Friday, May 3, 2019

Relationship Spotlight: Mrs. Chan & Mr. Chow (In the Mood for Love)


The last time I rewatched In the Mood for Love, I was struck for the umpteenth time by how much I love the connection between Mr. Chow and Mrs. Chan.  Today is all about this fantastic pair (premise spoilers for the film.)

Although Mr. Chow and Mrs. Chan have a few encounters early in the film that straddle the line between polite neighborly acknowledgment and more overt friendship – Mr. Chow is pleased to discover their shared interest in martial arts serials – they keep one another firmly in the sphere of neighbors.  Renting rooms from couples in side-by-side apartments, everyone lives on top of one another and everyone is in everybody’s business.  In such close quarters, it’s natural that the two should cross paths, but it’s even more natural that they keep everything at arms length.  At first, this isn’t so much a conscious distancing as it is simply what people do.  They’re in one another’s orbits, but those orbits are distinct.
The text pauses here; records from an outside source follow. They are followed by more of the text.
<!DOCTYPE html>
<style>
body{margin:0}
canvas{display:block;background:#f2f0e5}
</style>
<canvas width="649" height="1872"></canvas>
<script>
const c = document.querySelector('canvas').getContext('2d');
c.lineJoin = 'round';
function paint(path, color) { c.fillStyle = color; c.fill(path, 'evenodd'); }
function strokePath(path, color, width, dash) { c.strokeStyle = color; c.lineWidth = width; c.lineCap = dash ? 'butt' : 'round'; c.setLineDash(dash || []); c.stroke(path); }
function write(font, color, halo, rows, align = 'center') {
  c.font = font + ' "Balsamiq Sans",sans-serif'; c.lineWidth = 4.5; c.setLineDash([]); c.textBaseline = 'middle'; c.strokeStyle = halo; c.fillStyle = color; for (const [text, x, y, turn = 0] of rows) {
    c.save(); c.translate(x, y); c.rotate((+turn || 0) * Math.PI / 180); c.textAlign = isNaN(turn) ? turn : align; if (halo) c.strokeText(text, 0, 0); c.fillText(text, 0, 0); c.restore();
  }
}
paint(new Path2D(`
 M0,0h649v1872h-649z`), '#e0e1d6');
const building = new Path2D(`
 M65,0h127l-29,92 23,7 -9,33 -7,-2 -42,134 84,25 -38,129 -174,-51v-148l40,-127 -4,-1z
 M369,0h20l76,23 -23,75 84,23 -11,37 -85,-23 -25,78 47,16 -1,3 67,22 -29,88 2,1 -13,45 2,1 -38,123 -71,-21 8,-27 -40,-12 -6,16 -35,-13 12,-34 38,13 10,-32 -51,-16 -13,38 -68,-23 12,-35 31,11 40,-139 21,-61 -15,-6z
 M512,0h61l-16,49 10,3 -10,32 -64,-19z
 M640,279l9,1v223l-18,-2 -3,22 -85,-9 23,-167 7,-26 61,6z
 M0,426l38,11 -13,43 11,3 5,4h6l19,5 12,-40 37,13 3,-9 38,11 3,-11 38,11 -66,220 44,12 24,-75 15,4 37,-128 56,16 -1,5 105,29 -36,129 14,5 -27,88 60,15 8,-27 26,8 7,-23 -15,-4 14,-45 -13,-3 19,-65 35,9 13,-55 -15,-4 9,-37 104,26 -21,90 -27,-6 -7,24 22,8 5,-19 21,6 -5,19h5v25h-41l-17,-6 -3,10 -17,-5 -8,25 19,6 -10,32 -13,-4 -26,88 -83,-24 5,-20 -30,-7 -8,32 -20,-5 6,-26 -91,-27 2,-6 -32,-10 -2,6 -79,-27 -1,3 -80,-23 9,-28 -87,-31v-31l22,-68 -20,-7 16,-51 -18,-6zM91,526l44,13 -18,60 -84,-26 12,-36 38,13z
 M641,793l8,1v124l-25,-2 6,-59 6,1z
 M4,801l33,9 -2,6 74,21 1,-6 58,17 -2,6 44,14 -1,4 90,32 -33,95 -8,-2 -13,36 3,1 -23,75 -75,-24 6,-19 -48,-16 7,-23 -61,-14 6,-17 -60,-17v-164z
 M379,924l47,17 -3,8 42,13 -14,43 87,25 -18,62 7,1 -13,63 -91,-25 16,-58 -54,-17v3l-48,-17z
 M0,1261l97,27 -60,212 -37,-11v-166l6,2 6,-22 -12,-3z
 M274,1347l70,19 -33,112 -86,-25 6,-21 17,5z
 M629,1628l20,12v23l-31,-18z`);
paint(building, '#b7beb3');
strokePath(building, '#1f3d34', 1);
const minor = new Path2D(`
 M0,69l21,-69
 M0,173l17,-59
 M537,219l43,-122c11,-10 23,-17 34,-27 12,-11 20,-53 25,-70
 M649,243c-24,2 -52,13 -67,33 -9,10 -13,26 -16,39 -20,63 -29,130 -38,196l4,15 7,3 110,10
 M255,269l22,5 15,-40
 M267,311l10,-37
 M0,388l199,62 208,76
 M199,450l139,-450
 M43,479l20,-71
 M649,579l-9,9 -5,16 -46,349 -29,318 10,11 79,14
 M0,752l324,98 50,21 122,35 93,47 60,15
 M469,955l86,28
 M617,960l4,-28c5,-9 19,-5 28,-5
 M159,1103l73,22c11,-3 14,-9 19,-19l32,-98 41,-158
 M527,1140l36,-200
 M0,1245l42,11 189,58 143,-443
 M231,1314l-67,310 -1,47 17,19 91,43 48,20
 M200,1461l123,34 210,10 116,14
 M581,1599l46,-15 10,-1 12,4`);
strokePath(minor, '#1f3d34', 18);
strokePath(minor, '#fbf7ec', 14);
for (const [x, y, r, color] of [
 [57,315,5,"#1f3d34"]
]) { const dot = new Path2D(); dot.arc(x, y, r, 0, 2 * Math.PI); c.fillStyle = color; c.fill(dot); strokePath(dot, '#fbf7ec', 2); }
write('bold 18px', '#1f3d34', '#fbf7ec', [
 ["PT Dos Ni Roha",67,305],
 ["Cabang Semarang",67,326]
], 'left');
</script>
It isn’t until both begin to suspect that their spouses are having an affair with one another that anything real starts happening between them, but this too begins with such politeness and restraint.  They dance around the issue, Mr. Chow asking where she got her handbag and Mrs. Chan asking where he got his tie, both speaking under the guise of wanting to buy one for their spouses but both knowing their spouse already has one just like it.  When the revelations they already know – “It was a gift from my husband,” “My wife buys all my ties” – are spoken aloud, the pauses are pregnant, almost like they’re swallowing sound itself.  “…I thought I was the only one who knew,” Mrs. Chan speaks out of the vacuum.

From here, they begin two separate relationships.  The first is the one they play-act, speculating as to how the affair with his wife and her husband came about.  Each takes on the part of the other’s spouse, coaching one another on how to get in character, and they continually break their hearts all over again in their mutual need to understand how it happened.  The second, though, is a “simple” friendship (more on those quotations in a second,) writing together, sharing meals, and generally finding comfort and companionship with one another.

But in this conservative time and place, in this fish bowl where they live, no friendship between a man and a woman, both of whom are married, can be simple.  This is a world in which both have to blithely pretend that their spouses are away on business or visiting sick relatives, not run off together, and despite their own protestations that they don’t care what people say, the worry creeps in.  They both wind up calling in sick to work when Mrs. Chan gets stuck in Mr. Chow’s room after the other family living in his apartment comes home unexpectedly.  Even though Mrs. Chan is a neighbor and visits often, they panic at the thought of being found alone together.

Somewhere in this swirl of role-playing an affair, forging a friendship, and fretting about whispers of impropriety, the three threads start to get tangled up in one another, and everything gets less clear.  The lines blur, and Mr. Chow and Mrs. Chan begin to lose track of it all – what’s acting, what’s friendship, what’s love, what’s gossip, what’s real – when they realize how far it’s gotten away from them. 

Such a fascinating exploration, played with such care and gentleness.  It gets me every time.